╭─ DATA EXCERPTS

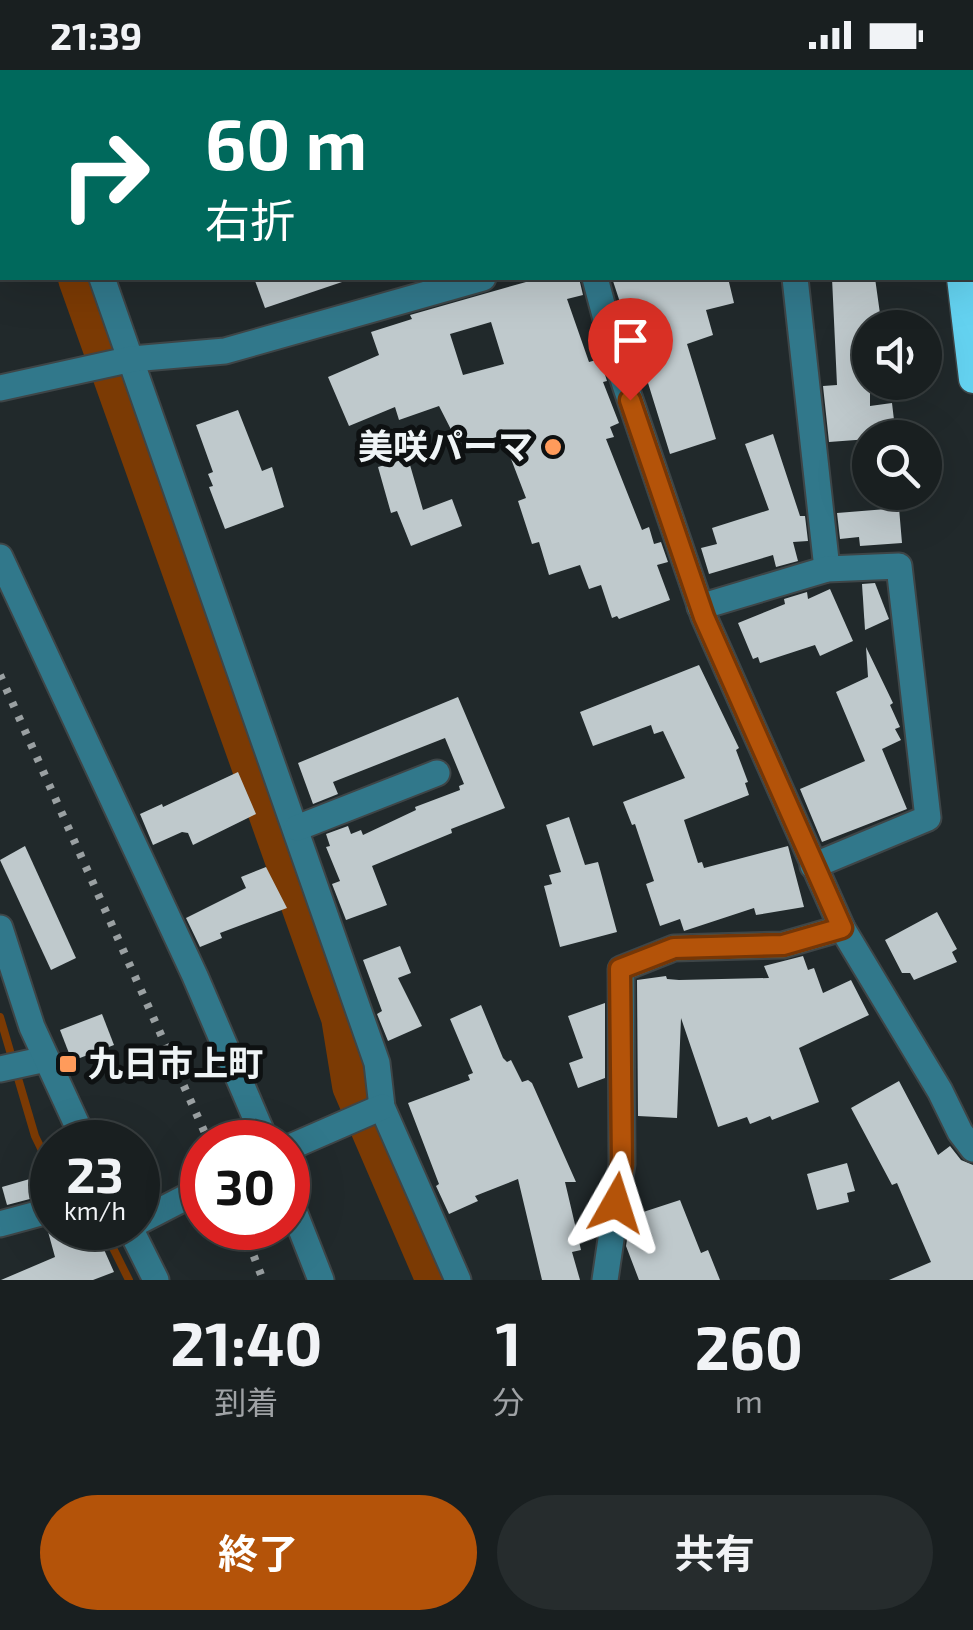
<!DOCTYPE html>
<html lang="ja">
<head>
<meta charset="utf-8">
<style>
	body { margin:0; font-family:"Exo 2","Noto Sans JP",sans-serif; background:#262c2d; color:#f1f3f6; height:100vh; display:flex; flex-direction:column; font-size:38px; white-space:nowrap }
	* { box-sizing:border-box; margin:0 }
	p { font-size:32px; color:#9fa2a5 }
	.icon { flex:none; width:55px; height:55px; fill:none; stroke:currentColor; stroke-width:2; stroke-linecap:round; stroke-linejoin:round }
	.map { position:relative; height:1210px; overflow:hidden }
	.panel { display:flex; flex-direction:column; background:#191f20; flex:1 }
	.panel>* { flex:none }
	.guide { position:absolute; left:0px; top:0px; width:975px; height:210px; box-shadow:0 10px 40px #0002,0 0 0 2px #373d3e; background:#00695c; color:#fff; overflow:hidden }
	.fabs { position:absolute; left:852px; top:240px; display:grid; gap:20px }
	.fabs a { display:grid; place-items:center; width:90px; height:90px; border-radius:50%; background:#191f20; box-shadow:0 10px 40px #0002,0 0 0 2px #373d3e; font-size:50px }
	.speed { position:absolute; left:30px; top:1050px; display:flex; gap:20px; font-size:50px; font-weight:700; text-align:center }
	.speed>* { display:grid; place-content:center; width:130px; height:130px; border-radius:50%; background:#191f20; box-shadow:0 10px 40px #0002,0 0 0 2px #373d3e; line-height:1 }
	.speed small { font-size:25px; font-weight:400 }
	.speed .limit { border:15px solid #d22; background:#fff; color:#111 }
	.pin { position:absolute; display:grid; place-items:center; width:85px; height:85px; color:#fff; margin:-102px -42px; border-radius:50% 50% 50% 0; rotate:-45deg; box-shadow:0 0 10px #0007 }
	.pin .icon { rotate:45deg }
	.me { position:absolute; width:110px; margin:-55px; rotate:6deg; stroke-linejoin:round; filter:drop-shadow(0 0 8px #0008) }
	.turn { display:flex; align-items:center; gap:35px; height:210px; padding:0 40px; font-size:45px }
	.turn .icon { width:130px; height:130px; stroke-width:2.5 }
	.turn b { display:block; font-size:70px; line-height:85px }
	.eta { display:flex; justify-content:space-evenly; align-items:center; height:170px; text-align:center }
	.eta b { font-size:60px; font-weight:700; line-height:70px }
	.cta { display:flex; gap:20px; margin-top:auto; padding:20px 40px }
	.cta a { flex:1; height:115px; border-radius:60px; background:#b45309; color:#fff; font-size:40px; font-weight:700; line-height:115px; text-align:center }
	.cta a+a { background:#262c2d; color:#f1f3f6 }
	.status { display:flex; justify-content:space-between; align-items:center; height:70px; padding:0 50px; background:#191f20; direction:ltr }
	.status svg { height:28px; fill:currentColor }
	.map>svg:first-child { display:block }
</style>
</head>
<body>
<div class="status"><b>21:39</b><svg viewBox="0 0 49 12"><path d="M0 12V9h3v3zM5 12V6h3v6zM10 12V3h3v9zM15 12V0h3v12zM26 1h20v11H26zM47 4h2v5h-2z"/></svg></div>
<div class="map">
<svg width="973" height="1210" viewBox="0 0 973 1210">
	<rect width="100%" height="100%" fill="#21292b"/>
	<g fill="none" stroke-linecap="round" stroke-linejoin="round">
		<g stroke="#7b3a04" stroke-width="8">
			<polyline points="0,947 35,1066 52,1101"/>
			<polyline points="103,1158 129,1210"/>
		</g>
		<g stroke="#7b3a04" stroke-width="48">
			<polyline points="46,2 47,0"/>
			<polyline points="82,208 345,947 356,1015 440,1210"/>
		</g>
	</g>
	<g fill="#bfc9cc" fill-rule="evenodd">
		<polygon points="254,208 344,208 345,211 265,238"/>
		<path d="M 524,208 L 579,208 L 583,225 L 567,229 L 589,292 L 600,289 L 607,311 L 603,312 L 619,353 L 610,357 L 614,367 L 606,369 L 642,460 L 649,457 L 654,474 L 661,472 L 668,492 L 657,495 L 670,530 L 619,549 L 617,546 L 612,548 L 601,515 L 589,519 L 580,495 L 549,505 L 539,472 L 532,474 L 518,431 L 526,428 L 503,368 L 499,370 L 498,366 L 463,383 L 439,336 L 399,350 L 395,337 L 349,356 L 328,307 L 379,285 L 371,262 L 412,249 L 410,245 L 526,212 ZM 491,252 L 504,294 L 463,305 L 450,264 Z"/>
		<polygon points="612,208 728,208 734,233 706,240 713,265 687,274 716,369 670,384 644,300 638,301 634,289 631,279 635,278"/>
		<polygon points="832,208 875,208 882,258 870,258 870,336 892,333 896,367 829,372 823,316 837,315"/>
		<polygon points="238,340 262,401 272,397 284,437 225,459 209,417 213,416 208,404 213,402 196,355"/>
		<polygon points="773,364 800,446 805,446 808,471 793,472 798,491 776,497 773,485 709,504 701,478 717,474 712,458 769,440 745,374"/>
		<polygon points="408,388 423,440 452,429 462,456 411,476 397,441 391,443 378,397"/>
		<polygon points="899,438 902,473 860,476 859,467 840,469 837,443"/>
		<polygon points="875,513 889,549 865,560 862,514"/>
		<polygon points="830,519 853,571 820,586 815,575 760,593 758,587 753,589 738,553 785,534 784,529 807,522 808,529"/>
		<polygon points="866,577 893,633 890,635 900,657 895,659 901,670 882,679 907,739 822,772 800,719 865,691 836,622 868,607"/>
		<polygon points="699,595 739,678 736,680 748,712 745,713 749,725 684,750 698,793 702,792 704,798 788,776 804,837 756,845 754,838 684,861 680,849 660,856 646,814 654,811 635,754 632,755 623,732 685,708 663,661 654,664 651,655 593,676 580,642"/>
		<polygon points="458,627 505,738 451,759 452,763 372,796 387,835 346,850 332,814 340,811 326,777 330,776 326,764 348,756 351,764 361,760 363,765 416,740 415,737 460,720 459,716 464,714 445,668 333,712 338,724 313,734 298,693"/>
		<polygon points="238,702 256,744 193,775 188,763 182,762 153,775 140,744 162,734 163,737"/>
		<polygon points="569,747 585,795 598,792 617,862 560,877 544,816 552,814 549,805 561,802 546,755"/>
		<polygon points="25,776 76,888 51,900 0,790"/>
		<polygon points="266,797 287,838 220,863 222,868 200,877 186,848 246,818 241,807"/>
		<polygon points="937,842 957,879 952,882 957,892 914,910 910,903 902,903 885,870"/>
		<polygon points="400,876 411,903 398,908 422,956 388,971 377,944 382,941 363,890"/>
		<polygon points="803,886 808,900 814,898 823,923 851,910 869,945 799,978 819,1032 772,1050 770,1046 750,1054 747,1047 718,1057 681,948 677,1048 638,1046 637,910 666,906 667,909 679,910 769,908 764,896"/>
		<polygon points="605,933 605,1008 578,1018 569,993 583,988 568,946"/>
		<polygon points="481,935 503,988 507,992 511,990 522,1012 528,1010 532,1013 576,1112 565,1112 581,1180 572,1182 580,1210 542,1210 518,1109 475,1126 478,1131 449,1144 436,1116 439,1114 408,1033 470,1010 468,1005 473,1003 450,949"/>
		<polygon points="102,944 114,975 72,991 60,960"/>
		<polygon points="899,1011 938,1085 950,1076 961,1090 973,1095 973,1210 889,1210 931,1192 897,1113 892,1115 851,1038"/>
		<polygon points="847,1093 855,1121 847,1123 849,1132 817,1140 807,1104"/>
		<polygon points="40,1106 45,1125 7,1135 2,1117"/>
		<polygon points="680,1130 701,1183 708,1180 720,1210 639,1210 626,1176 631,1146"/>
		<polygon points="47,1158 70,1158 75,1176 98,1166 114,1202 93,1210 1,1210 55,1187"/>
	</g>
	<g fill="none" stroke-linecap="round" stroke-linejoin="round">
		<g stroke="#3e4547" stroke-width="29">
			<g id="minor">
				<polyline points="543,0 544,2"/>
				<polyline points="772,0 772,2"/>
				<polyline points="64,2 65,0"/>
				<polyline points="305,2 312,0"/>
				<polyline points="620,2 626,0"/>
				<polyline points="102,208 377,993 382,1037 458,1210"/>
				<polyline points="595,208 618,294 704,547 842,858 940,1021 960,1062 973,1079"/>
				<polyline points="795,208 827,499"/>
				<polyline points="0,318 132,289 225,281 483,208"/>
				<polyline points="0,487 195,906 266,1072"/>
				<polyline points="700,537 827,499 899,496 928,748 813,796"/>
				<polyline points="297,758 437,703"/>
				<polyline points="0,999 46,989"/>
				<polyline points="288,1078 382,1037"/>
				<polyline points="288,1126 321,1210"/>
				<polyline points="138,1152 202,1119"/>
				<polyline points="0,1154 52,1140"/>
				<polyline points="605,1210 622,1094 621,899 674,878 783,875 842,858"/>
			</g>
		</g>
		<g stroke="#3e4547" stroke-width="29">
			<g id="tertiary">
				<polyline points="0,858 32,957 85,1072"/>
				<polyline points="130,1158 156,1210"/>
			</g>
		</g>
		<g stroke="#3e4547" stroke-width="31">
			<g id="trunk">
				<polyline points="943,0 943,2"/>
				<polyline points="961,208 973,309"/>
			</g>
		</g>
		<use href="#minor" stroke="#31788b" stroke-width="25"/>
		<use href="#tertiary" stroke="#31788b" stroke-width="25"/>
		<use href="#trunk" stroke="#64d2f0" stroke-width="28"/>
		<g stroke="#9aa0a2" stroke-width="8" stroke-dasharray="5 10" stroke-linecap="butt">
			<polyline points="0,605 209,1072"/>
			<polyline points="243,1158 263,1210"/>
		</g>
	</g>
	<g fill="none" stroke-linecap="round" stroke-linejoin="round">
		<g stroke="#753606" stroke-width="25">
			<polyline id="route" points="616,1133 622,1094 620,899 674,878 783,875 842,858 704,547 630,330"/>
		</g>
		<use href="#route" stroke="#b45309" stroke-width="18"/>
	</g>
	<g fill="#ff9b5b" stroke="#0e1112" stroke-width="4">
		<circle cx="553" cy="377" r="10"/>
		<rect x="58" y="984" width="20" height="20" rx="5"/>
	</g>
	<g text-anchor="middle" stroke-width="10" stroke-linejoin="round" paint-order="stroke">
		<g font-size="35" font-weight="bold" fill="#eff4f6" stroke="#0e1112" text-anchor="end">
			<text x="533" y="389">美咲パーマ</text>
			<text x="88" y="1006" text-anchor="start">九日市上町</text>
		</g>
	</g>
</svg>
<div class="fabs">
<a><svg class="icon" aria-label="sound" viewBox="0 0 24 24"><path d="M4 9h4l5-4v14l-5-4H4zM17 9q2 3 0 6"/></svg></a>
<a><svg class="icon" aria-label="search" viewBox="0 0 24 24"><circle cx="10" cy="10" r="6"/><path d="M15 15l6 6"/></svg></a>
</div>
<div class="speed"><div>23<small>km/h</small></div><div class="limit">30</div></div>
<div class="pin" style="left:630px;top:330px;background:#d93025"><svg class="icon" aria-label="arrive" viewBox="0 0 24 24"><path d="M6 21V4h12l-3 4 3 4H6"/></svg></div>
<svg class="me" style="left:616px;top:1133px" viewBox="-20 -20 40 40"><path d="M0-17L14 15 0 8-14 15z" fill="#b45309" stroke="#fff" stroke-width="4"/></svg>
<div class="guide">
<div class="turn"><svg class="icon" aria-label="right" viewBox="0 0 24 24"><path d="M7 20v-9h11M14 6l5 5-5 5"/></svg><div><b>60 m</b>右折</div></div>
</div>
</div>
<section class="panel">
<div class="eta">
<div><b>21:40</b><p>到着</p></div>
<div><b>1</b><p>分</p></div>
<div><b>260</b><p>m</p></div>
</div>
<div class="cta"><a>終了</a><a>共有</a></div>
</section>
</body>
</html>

╰─

■ YOUR TASK: Once you find the line with "position:absolute; left:852px; top:240px;" in the entries above, output it and each line after it up to and including the line with "position:absolute; left:30px; top:1050px;", and nothing else.

■ RESPONSE AREA:
	.fabs { position:absolute; left:852px; top:240px; display:grid; gap:20px }
	.fabs a { display:grid; place-items:center; width:90px; height:90px; border-radius:50%; background:#191f20; box-shadow:0 10px 40px #0002,0 0 0 2px #373d3e; font-size:50px }
	.speed { position:absolute; left:30px; top:1050px; display:flex; gap:20px; font-size:50px; font-weight:700; text-align:center }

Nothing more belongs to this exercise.